As a junior in 2024, Sidi was even better, winning the 200m (20.80) and finishing second in the 400m (45.37) in the 400m at the state meet. In June, he won the 400m (45.62) at the USATF U20 Outdoor Championships at Hayward Field, Eugene, Oregon, prevailing in a loaded field that included Arizona State's Jayden Davis and Class of 2024 star Ervin Pearson III, who is entering his freshman year at the University of Georgia.

He qualified for the final of the 400 metres at the 2024 World Athletics U20 Championships in Lima, Peru. In the final he came away with the bronze medal, running 46.29 seconds. He then won gold running the anchor leg for the American 4 x 400 metres relay team.

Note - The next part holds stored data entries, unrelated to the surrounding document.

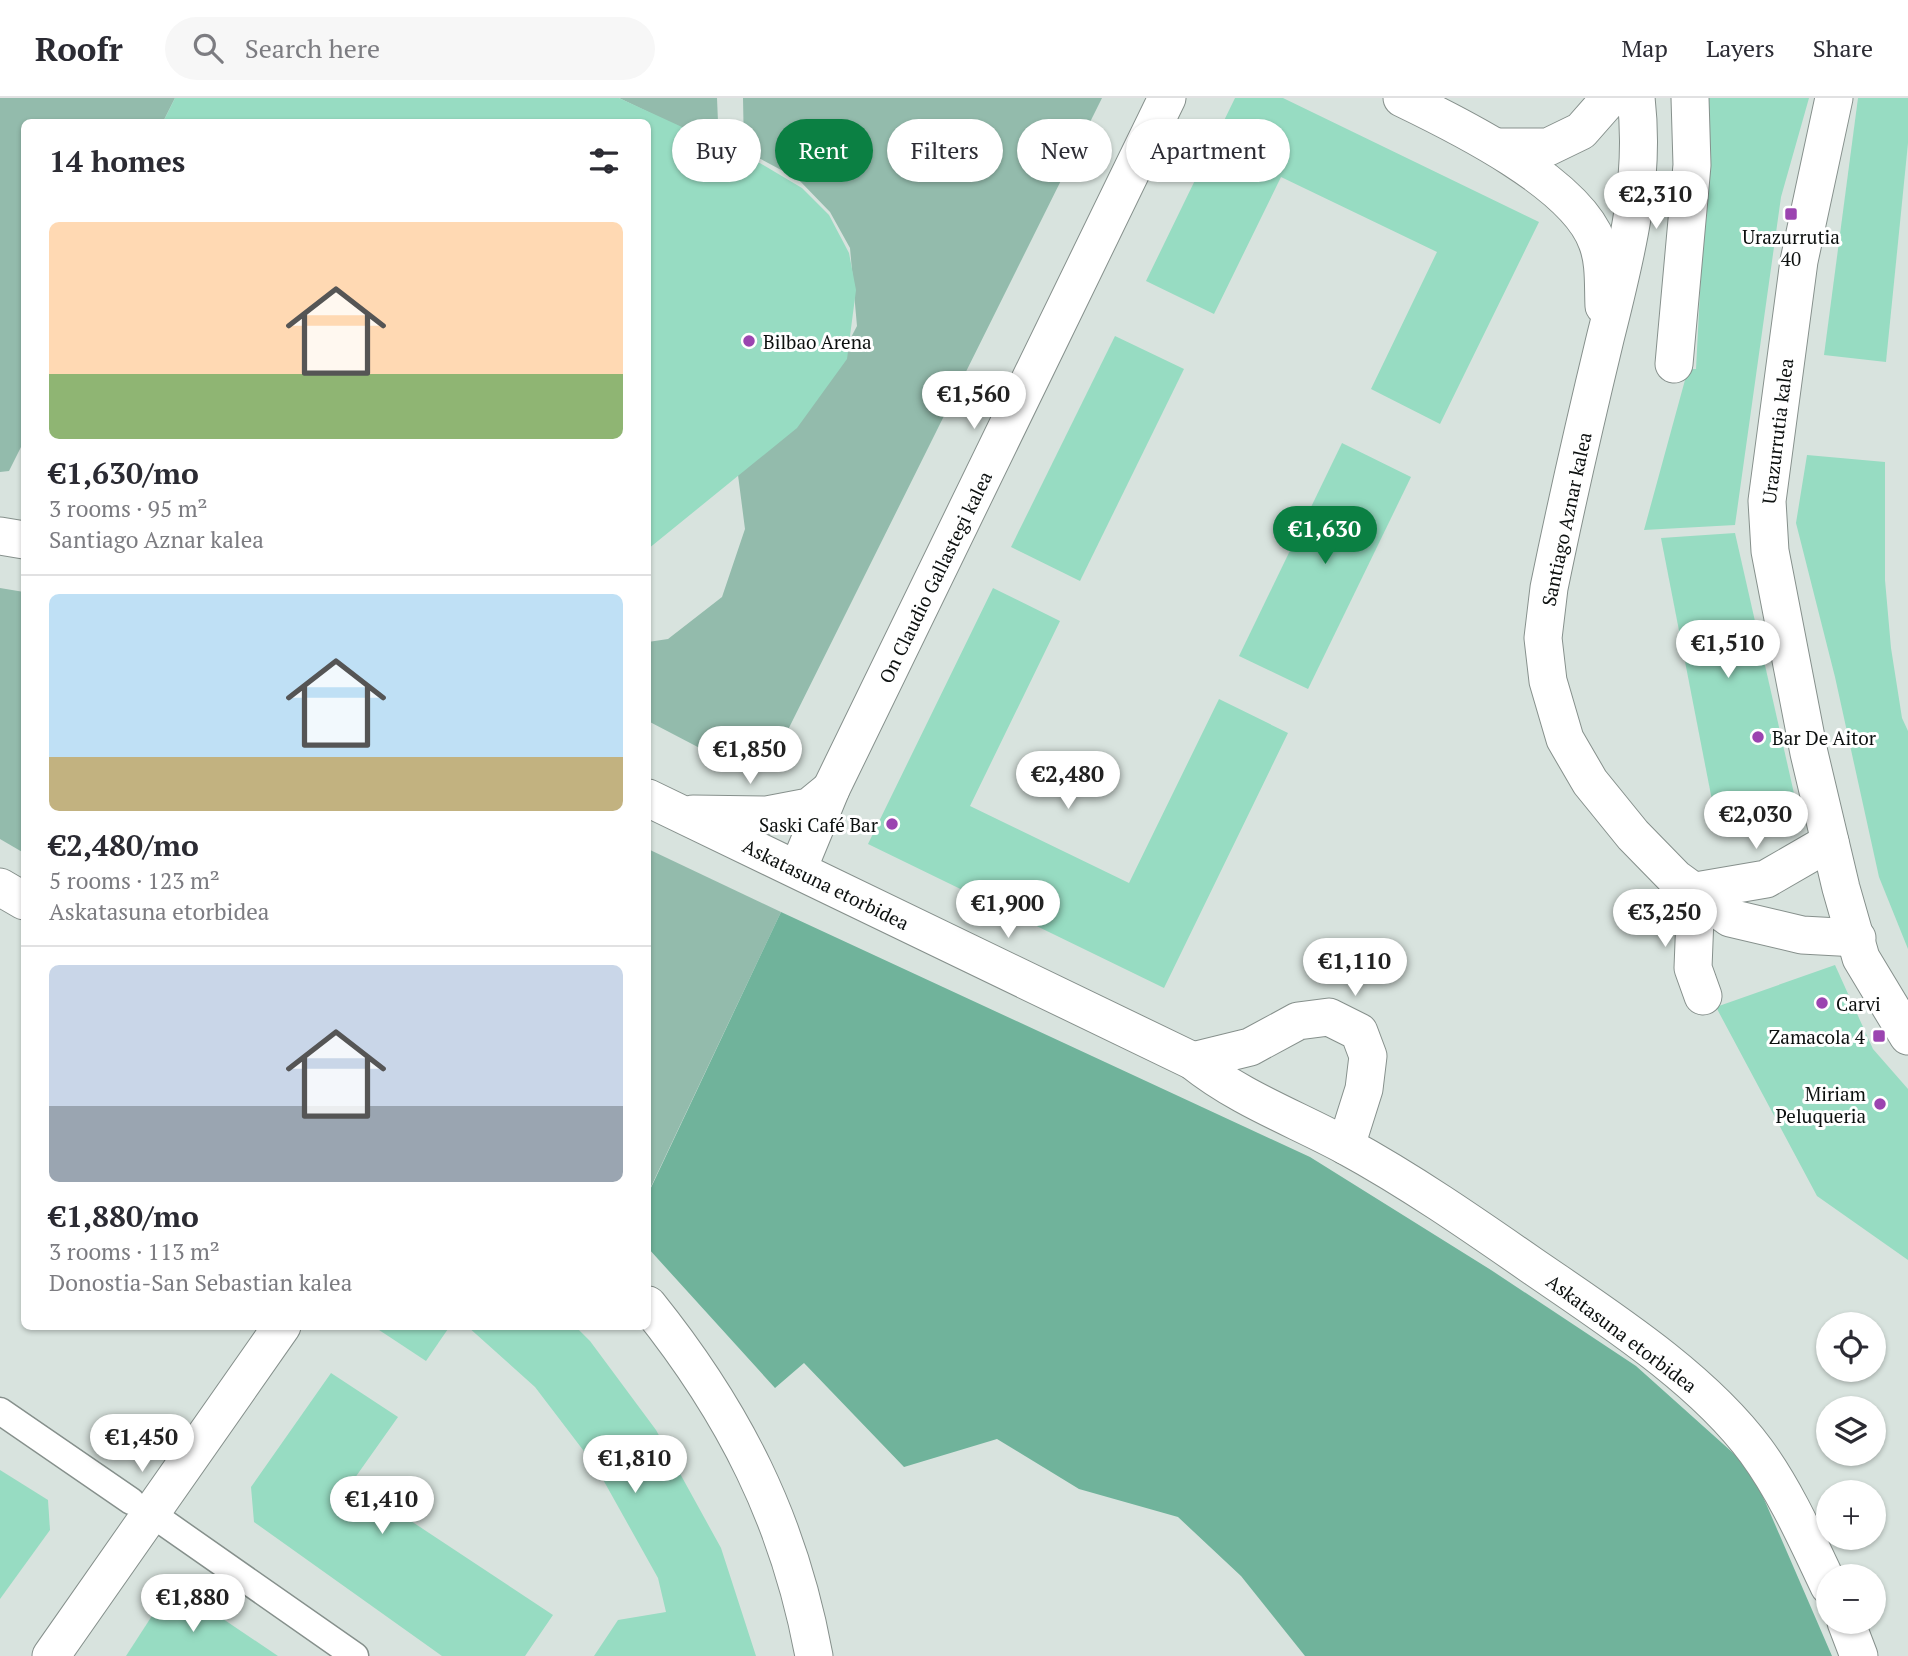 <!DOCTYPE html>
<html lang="en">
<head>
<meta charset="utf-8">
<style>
	:root { --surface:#fff; --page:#f7f7f7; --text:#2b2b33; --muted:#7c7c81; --line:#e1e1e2; --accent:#0b8043 }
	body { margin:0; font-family:"PT Serif",serif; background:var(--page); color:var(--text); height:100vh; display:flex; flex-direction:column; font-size:26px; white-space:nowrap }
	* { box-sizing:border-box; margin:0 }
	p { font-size:23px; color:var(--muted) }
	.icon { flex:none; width:38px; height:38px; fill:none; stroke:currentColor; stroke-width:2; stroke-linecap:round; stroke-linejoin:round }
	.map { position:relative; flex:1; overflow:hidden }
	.details { position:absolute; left:21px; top:21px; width:630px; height:1211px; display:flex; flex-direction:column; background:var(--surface); border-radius:10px; box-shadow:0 2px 5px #0004 }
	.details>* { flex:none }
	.top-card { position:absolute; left:672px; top:21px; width:665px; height:63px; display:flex; gap:14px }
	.controls { position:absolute; left:1816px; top:1214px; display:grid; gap:14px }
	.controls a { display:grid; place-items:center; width:70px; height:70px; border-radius:50%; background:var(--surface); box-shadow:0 2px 5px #0004; font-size:35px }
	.price { position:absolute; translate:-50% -60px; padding:0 16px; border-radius:24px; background:#fff; color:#222; font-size:23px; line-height:46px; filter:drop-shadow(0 2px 4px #0008) }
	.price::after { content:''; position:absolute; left:50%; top:42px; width:21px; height:16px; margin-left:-10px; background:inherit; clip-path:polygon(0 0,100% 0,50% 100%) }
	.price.on { background:var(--accent); color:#fff }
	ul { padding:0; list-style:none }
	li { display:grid; align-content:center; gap:14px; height:371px; padding:0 28px }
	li+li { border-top:2px solid var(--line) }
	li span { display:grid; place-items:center; height:217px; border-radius:10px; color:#555 }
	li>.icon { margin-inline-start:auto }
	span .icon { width:126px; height:126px; fill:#fffc; stroke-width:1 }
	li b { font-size:30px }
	h2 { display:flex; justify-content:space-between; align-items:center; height:84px; padding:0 28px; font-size:30px }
	.chip { padding:0 24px; border-radius:32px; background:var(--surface); box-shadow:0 2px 5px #0004; font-size:24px; line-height:63px }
	.chip.on { background:var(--accent); color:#fff }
	header { display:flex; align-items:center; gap:42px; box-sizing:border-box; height:98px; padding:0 35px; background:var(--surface); border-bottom:2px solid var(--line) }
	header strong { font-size:33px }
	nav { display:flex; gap:38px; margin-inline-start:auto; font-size:24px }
	.search { width:490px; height:63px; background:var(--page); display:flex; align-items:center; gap:18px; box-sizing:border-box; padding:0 24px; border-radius:38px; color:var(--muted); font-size:26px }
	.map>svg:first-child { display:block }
	.green { fill:#93bbac }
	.forest { fill:#70b39b }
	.building { fill:#97dcc2 }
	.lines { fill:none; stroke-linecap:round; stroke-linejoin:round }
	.pedestrian-casing { stroke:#86908c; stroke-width:29 }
	.minor-casing { stroke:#86908c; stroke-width:39 }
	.pedestrian { stroke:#fff; stroke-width:26 }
	.minor { stroke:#fff; stroke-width:37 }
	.poi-dot { fill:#9b44b0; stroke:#fff; stroke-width:2.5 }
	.labels { text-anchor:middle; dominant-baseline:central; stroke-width:6; stroke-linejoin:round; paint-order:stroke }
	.poi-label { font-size:19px; fill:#0c100f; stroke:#fff; text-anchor:start }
	.street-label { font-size:19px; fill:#0c100f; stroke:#fff }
</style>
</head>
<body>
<header>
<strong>Roofr</strong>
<div class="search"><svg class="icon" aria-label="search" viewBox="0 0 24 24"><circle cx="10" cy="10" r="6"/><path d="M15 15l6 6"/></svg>Search here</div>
<nav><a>Map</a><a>Layers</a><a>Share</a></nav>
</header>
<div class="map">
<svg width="1908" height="1558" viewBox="0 0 1908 1558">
	<rect width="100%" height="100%" fill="#d8e3de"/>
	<g class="green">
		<path d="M0 0H175L163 24H24V343L9 373 0 374Z"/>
		<path d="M619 0H717L719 48Z"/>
		<path d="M743 0H1102L771 666 715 658 648 623V544L668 541 722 499 745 431 738 377 825 289 857 228 850 150 830 114 798 81 744 52Z"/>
		<path d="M0 490 24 494V755L0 741Z"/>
		<path d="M648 751 781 814 648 1095Z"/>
	</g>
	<path class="forest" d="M781 814 1310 1059 1491 1172 1636 1268 1751 1371 1832 1558H1305L1241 1478 1178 1419 1079 1391 997 1341 904 1369 804 1265 775 1290 648 1150V1096Z"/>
	<g class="building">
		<path d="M175 0H619L758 64 802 90 829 117 849 155 856 192 847 261 797 330 648 451V24H163Z"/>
		<path d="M1235 0H1283L1539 124 1440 326 1371 291 1437 154 1281 79 1214 216 1146 183Z"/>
		<path d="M1701 0H1809L1781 99 1735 427 1644 432 1688 271H1696L1701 174Z"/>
		<path d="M1858 0H1908V45L1886 264 1824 257Z"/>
		<path d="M1115 238 1184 271 1080 483 1011 449Z"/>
		<path d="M1342 345 1411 379 1308 591 1239 558Z"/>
		<path d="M1807 357 1885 364V482L1891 550 1902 620 1908 633V851L1879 779 1835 579 1796 425Z"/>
		<path d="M1735 435 1798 713 1717 728 1661 440Z"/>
		<path d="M993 490 1060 523 970 708 1129 785 1219 601 1288 635 1164 890 868 746Z"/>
		<path d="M1835 867 1873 951 1908 991V1162L1817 1098 1716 909Z"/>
		<path d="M373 1228H450L426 1263Z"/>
		<path d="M467 1228H575L590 1243 656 1332 721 1450 756 1558H594L618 1522 666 1514 658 1480 596 1369 535 1289Z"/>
		<path d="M331 1275 398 1319 352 1384 553 1517 525 1558H442L254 1424 251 1389Z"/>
		<path d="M0 1372 48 1402 50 1432 0 1501Z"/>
		<path d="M192 1500 278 1558H126L159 1507Z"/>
	</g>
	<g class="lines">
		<g class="pedestrian-casing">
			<g id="pedestrian">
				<path d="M0 1313 131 1403"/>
				<path d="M162 1423 355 1558"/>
			</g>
		</g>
		<g class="minor-casing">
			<g id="minor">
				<path d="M1402 0C1458 27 1576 85 1597 144 1605 164 1603 188 1604 208"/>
				<path d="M1636 0C1646 83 1625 161 1605 241 1585 324 1566 407 1549 490L1543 540 1548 583 1565 641 1590 684 1633 737 1675 780 1730 820 1802 837 1857 840"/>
				<path d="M1834 0 1799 163 1767 403 1770 453 1809 655 1841 790 1861 860 1908 938"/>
				<path d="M1496 49H1548L1581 33 1610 0"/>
				<path d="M1674 266 1692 67 1690 0"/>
				<path d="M0 438 24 442"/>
				<path d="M648 700 1193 963C1239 1000 1294 1020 1346 1048 1412 1084 1475 1128 1537 1171 1610 1221 1703 1281 1756 1353 1786 1394 1807 1442 1829 1488"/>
				<path d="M693 716 767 717 809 709 831 691"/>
				<path d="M798 771 831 691 1167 0"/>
				<path d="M0 789 24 803"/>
				<path d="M1696 793 1766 781 1830 744"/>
				<path d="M1696 793 1693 870 1703 898"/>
				<path d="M1193 963 1250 949 1298 923 1329 919 1359 934 1368 958 1364 991 1346 1048"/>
				<path d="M648 1207C734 1314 789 1422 814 1558"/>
				<path d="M1846 1524 1859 1558"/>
				<path d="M51 1558 282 1228"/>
			</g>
		</g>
		<use href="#pedestrian" class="pedestrian"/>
		<use href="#minor" class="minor"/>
	</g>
	<g class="poi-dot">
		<rect x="1784" y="109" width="14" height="14" rx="3.5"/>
		<circle cx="749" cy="243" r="7"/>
		<circle cx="1758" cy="639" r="7"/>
		<circle cx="892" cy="726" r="7"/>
		<circle cx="1822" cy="905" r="7"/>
		<rect x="1872" y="931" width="14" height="14" rx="3.5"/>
		<circle cx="1880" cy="1006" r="7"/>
	</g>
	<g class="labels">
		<g class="poi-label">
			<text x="1791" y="138" text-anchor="middle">Urazurrutia<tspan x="1791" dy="22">40</tspan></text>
			<text x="763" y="243">Bilbao Arena</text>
			<text x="1772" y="639">Bar De Aitor</text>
			<text x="878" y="726" text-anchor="end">Saski Café Bar</text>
			<text x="1836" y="905">Carvi</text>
			<text x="1865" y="938" text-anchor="end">Zamacola 4</text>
			<text x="1866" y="995" text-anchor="end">Miriam<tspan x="1866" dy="22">Peluqueria</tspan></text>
		</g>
		<g class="street-label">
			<text transform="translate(1777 333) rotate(-83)">Urazurrutia kalea</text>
			<text transform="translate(1566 421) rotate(-78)">Santiago Aznar kalea</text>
			<text transform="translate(935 479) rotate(-64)">On Claudio Gallastegi kalea</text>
			<text transform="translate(826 786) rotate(26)">Askatasuna etorbidea</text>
			<text transform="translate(1622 1235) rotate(37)">Askatasuna etorbidea</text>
		</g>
	</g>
</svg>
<div class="controls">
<a><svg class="icon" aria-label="locate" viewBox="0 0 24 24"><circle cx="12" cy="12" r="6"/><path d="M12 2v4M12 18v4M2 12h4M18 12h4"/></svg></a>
<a><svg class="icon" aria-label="layers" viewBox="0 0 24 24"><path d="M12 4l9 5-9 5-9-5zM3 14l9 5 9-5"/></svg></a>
<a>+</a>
<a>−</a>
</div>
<b class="price" style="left:1656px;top:133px">€2,310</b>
<b class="price" style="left:974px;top:333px">€1,560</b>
<b class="price on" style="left:1325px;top:468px">€1,630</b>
<b class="price" style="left:1728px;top:582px">€1,510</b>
<b class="price" style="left:750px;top:688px">€1,850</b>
<b class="price" style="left:1068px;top:713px">€2,480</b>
<b class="price" style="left:1756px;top:753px">€2,030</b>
<b class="price" style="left:1008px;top:842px">€1,900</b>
<b class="price" style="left:1665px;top:851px">€3,250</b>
<b class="price" style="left:1355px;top:900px">€1,110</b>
<b class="price" style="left:142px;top:1376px">€1,450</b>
<b class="price" style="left:635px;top:1397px">€1,810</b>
<b class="price" style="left:382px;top:1438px">€1,410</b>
<b class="price" style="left:193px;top:1536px">€1,880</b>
<div class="top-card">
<a class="chip">Buy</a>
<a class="chip on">Rent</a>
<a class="chip">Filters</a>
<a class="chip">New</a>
<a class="chip">Apartment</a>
</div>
<section class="details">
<h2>14 homes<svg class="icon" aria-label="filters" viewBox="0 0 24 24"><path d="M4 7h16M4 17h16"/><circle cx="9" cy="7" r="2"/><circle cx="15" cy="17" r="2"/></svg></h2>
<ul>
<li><span style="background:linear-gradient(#ffd9b3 70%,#8fb573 0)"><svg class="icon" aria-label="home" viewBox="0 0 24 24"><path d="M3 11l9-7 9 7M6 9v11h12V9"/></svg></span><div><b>€1,630/mo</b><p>3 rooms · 95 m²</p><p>Santiago Aznar kalea</p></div></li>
<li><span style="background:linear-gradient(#bfe0f5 75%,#c2b280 0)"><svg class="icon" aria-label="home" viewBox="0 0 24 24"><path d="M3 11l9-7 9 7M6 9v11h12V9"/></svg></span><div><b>€2,480/mo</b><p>5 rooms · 123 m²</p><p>Askatasuna etorbidea</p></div></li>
<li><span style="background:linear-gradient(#c9d6e8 65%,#9aa5b1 0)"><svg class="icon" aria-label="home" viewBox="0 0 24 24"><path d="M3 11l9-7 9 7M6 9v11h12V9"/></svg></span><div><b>€1,880/mo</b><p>3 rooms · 113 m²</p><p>Donostia-San Sebastian kalea</p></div></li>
</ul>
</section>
</div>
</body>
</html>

In January 2026, he ran 32.10 seconds for the 300 metres indoors at the Clemson Invitational, recording a win over Christopher Morales Williams. In May, Njie ran a personal best 45.13 seconds for the 400 m at the Torrin Lawrence Memorial in Athens, Georgia. Competing at the NCAA East Regional in Lexington, Kentucky on 29 May, he ran a personal best 44.24 seconds for the 400 metres. On 12 June, he placed third in the 400 m final at the 2026 NCAA Outdoor Championships, running 44.20 seconds.

==Personal life==
His mother Alicia Njie-Johnson is a former track hurdler from Mount Vernon, Indiana. During his senior high school year, he signed an NIL deal with Brooks Running.